In either alternative history, does Barack Obama become the second black President? If there had already been a first black president, would anyone have ever even considered Obama to be Presidential Timber? Would you have ever even heard of Obama?
The Presidential Timber test is one that I emphasize because it's easy to drop Obama into a certain point in the timeline and say, well, sure, all he had to do was beat Hillary and McCain, anybody could have done that. No, the Presidential Timber test is: Would it occurred to many people a couple of years before the election that this person sounds like a plausible winner and plausible President?
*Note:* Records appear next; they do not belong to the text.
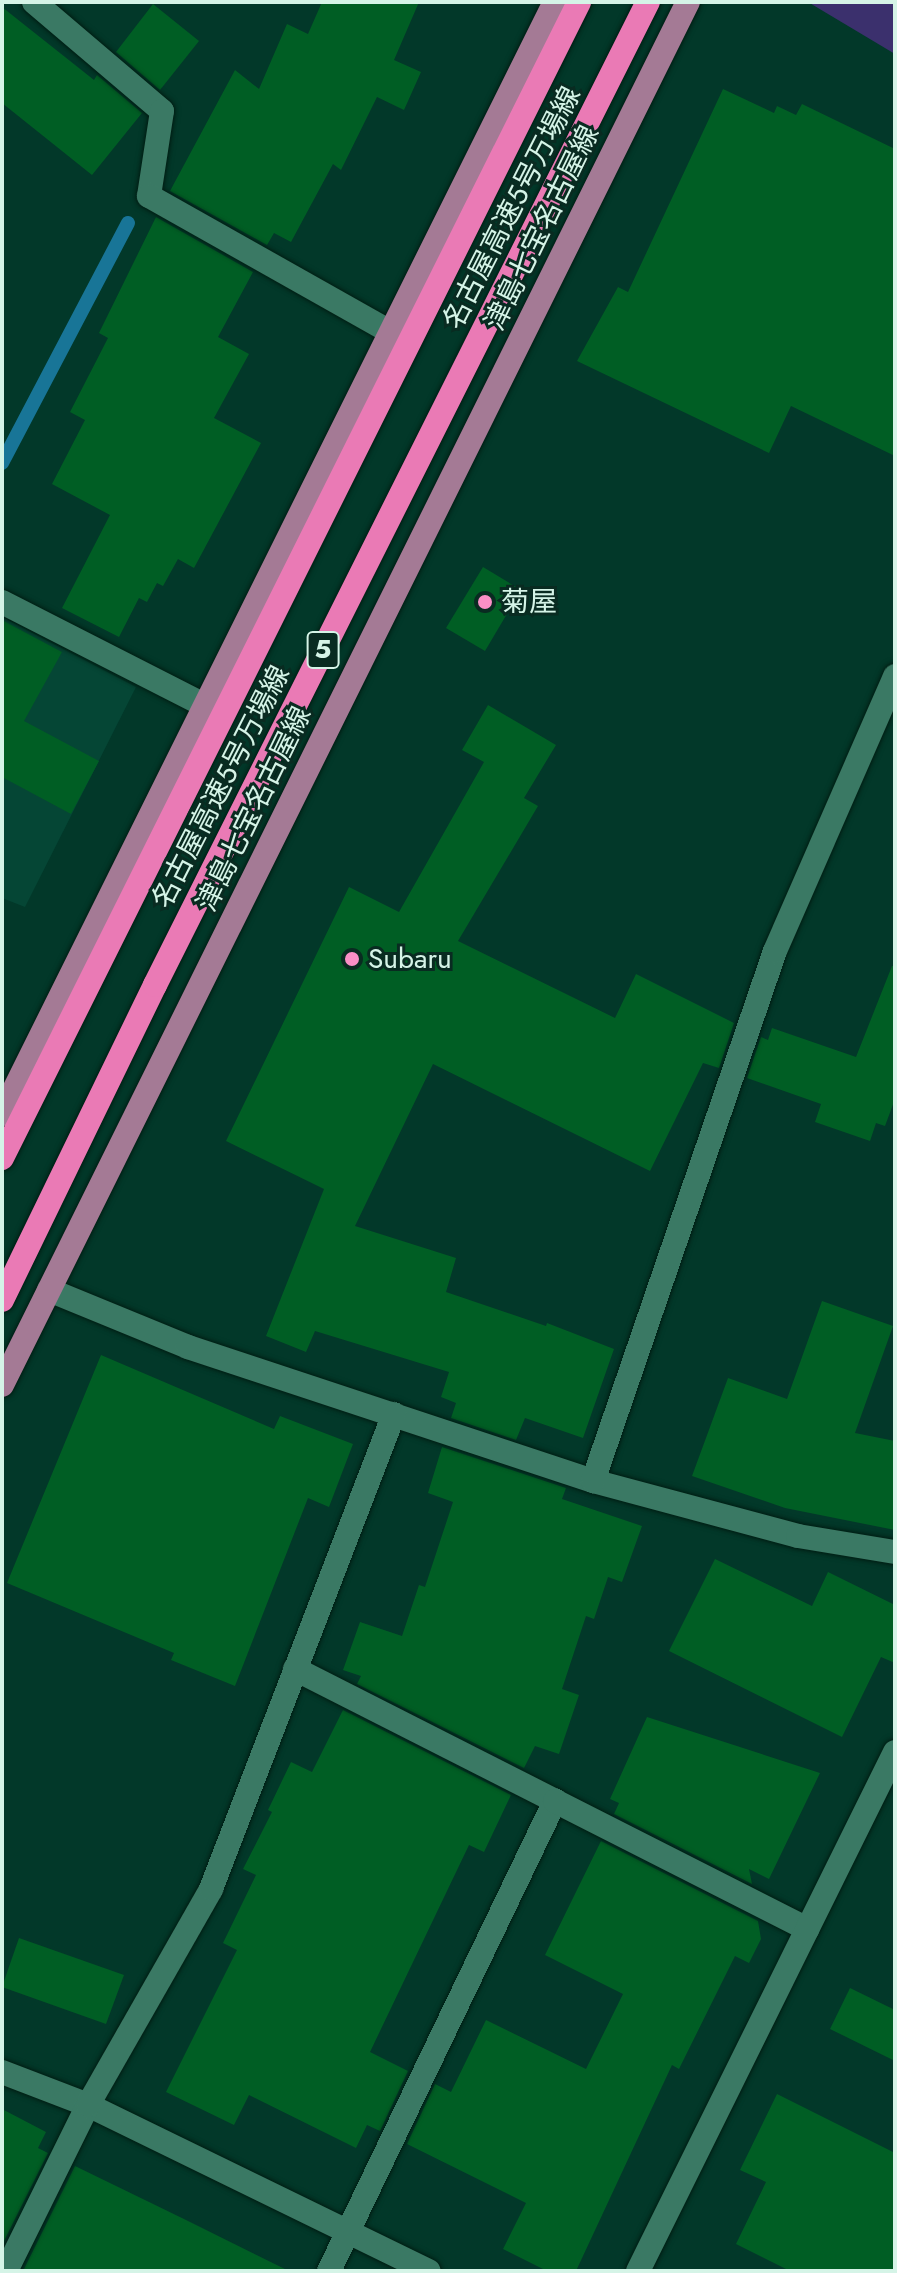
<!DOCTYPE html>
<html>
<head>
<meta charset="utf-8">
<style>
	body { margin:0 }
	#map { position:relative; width:897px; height:2273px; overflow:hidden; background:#023829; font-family:Jost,"Noto Sans JP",sans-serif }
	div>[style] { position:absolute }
	.built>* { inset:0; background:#054635 }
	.green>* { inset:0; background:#3b306d }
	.stream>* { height:14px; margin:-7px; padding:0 7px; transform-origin:7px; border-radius:7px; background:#187597 }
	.building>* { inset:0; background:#005e24 }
	.roads { filter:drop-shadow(0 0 2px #001d13) drop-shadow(0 0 2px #001d13) }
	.minor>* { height:24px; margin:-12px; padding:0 12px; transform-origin:12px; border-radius:12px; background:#3a7964 }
	.major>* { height:24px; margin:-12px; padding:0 12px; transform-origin:12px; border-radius:12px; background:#a47a95 }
	.highway>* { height:24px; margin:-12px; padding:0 12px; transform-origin:12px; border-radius:12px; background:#ea7ab5 }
	.dots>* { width:22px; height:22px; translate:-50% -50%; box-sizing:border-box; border:4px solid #092b21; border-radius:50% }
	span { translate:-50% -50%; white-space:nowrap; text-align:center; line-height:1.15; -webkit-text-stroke:6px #092b21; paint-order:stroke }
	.shield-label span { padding:2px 6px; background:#092b21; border:2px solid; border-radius:6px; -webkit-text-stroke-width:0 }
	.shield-label { font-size:26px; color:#d5f4e7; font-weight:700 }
	.street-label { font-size:28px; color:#d5f4e7 }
	.poi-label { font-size:28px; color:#d5f4e7 }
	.left { translate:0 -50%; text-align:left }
	.frame { position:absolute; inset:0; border:4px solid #d5f4e7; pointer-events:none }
</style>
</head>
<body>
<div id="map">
	<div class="built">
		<div style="clip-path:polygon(2px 617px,136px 687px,25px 907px,2px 898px)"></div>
	</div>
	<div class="green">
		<div style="clip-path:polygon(808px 2px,895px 2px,895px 54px)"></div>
	</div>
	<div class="stream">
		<div style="left:2px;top:463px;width:271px;rotate:-62.3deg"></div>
	</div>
	<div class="building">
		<div style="clip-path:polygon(322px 2px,419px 2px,394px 60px,421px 72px,404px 110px,377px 97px,341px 170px,333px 164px,291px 242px,274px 233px,267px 245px,170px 191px,235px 70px,259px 89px,287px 24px,308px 34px)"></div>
		<div style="clip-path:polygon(153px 4px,199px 41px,160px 90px,116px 52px)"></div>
		<div style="clip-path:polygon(2px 7px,94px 80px,97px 75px,142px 113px,92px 175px,2px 103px)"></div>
		<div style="clip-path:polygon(723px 89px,774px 113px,777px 106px,796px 115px,802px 104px,895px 149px,895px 456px,791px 406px,769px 453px,577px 361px,618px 287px,628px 292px)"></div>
		<div style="clip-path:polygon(156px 217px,253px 272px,218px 337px,249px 354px,214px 418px,261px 443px,194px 568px,178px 559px,163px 586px,157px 583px,147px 602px,139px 598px,119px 637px,62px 608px,110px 515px,52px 484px,85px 420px,70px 412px,108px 338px,99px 333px)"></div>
		<div style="clip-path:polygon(483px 567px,521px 590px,485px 651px,446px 628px)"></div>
		<div style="clip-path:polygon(2px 620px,62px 652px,24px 721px,99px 761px,71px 814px,2px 777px)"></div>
		<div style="clip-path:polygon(488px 705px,556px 745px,524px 798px,538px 806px,458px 941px,615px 1018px,636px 974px,734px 1023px,719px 1068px,703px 1063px,650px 1171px,433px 1064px,355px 1226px,456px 1258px,446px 1292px,546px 1326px,547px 1323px,614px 1349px,583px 1438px,525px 1418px,516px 1440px,451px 1418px,456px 1403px,441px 1397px,449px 1372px,315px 1331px,306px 1352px,266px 1336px,324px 1189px,226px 1141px,349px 887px,399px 912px,484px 762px,462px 750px)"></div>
		<div style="clip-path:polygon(892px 966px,895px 966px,895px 1099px,885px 1126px,876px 1123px,870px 1141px,815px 1122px,821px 1104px,747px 1078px,761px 1037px,768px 1040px,772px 1028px,856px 1057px)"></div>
		<div style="clip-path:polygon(822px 1301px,893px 1326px,855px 1433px,895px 1441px,895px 1530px,785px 1508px,692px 1476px,728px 1378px,787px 1399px)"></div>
		<div style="clip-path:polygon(101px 1355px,274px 1429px,280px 1416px,353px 1444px,329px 1507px,308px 1498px,235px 1686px,171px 1660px,174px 1653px,7px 1583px)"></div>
		<div style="clip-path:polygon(442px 1447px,566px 1488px,562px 1499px,642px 1526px,622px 1582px,608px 1577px,594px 1619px,586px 1616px,562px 1689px,579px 1695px,559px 1754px,535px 1746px,524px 1768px,357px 1684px,361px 1676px,343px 1670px,360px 1622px,402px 1636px,419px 1585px,425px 1587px,453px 1502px,428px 1493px)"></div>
		<div style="clip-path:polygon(715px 1559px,812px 1606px,828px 1572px,895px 1605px,895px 1663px,881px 1657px,842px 1737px,669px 1651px)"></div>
		<div style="clip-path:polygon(343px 1710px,511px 1795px,484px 1852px,469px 1845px,370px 2052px,408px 2071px,380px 2131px,367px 2125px,356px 2148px,249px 2095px,234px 2125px,166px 2092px,237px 1950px,223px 1943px,256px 1875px,243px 1869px,272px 1812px,268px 1810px,291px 1762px,312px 1772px)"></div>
		<div style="clip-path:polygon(647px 1717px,820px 1773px,769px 1879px,749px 1869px,752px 1884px,614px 1814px,619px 1803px,610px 1799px)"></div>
		<div style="clip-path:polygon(601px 1841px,758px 1921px,761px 1939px,749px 1963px,735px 1956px,679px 2069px,672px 2065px,576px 2271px,547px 2271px,503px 2249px,526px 2203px,407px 2144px,435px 2084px,451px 2092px,486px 2020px,586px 2069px,623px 1994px,545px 1955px)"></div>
		<div style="clip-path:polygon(19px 1938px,124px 1975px,106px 2024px,2px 1987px)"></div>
		<div style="clip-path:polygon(850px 1988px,895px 2010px,895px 2061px,830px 2029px)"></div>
		<div style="clip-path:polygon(777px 2094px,895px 2153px,895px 2271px,790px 2271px,736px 2244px,766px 2182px,740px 2170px)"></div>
		<div style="clip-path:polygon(2px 2109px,46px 2132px,38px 2148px,48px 2153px,2px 2245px)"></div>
		<div style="clip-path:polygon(75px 2166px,184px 2219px,289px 2271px,23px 2271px)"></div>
	</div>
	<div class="roads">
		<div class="minor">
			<div style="left:34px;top:2px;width:168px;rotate:40.4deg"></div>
			<div style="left:162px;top:111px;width:86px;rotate:98.7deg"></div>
			<div style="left:149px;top:196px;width:279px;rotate:29.4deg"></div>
			<div style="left:2px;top:602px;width:229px;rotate:27deg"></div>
			<div style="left:49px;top:1290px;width:150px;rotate:22.3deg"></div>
			<div style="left:188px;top:1347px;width:427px;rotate:18.3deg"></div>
			<div style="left:593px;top:1481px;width:212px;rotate:15deg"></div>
			<div style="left:798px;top:1536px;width:98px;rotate:9.4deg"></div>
			<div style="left:593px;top:1481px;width:560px;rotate:-71.05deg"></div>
			<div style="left:775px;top:951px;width:300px;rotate:-66.4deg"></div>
			<div style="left:295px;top:1669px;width:292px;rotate:26.9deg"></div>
			<div style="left:2px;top:2072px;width:92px;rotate:21deg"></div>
			<div style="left:88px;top:2105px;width:379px;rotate:26deg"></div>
			<div style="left:6px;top:2271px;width:185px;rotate:-63.7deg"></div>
			<div style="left:88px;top:2105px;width:249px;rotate:-60.3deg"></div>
			<div style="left:211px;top:1889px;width:509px;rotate:-68.93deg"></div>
			<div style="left:329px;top:2271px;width:522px;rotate:-64.32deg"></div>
			<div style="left:555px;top:1801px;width:283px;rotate:26.9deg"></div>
			<div style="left:638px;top:2271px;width:579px;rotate:-63.66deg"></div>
		</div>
		<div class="major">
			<div style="left:2px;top:1114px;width:1242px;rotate:-63.56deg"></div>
			<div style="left:2px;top:1385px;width:1544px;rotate:-63.62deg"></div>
		</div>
		<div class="highway">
			<div style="left:2px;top:1158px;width:1292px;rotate:-63.47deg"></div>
			<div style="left:2px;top:1300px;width:350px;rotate:-64.1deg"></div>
			<div style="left:155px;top:985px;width:1100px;rotate:-63.37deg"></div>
		</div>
	</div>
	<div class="dots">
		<div style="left:485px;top:602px;background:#fa8fc6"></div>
		<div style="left:352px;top:959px;background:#fa8fc6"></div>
	</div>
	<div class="shield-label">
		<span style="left:323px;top:650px">5</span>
	</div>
	<div class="street-label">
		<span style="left:512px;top:208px;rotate:-63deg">名古屋高速5号万場線</span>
		<span style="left:542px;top:228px;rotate:-64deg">津島七宝名古屋線</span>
		<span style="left:221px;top:787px;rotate:-63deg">名古屋高速5号万場線</span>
		<span style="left:254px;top:809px;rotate:-64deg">津島七宝名古屋線</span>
	</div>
	<div class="poi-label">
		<span class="left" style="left:501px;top:602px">菊屋</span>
		<span class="left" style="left:368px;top:959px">Subaru</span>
	</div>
	<div class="frame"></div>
</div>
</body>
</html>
As far as I can tell, Obama has gone far in life because, as soon as he arrived at Harvard Law School, he struck a lot of influential people as a plausible first black President, a historically symbolic role of vast appeal to many. David Remnick's quasi-biography of Obama, The Bridge, makes this point repeatedly. He couldn't find much to say about Obama's own life, so he padded out the book with vast heapings of Civil Rights Era history and with interviews with big shots who told him that the moment they met Obama, they just knew he should be President.
But if there had already been a first black President, if that box had been checked off in American history, what of Obama? My guess is that in that alternative history, he would be a nonentity.
Obama generally has not struck people who knew him well as a natural leader in smaller scale organizations, and his performance in positions like chairman of the Annenberg Chicago challenge did little to change minds. It was always First Black President or Bust for Obama.
By the way, if, say, George Romney had become the first Mormon president in 1968 or Mo Udall had become the first Mormon President in 1976, I could well imagine Mitt Romney not running for President. I have this theory that Romney keeps running for President because he secretly wants to be the Mormon JFK who normalizes his people by becoming President.
But I can't imagine a Udall Presidency would have had much effect on whether other people would have considered Mitt Romney to be Presidential Timber. The number of non-Mormons in America who feel deep down that it's time to elect a Mormon President, even if he isn't particularly qualified, are minuscule.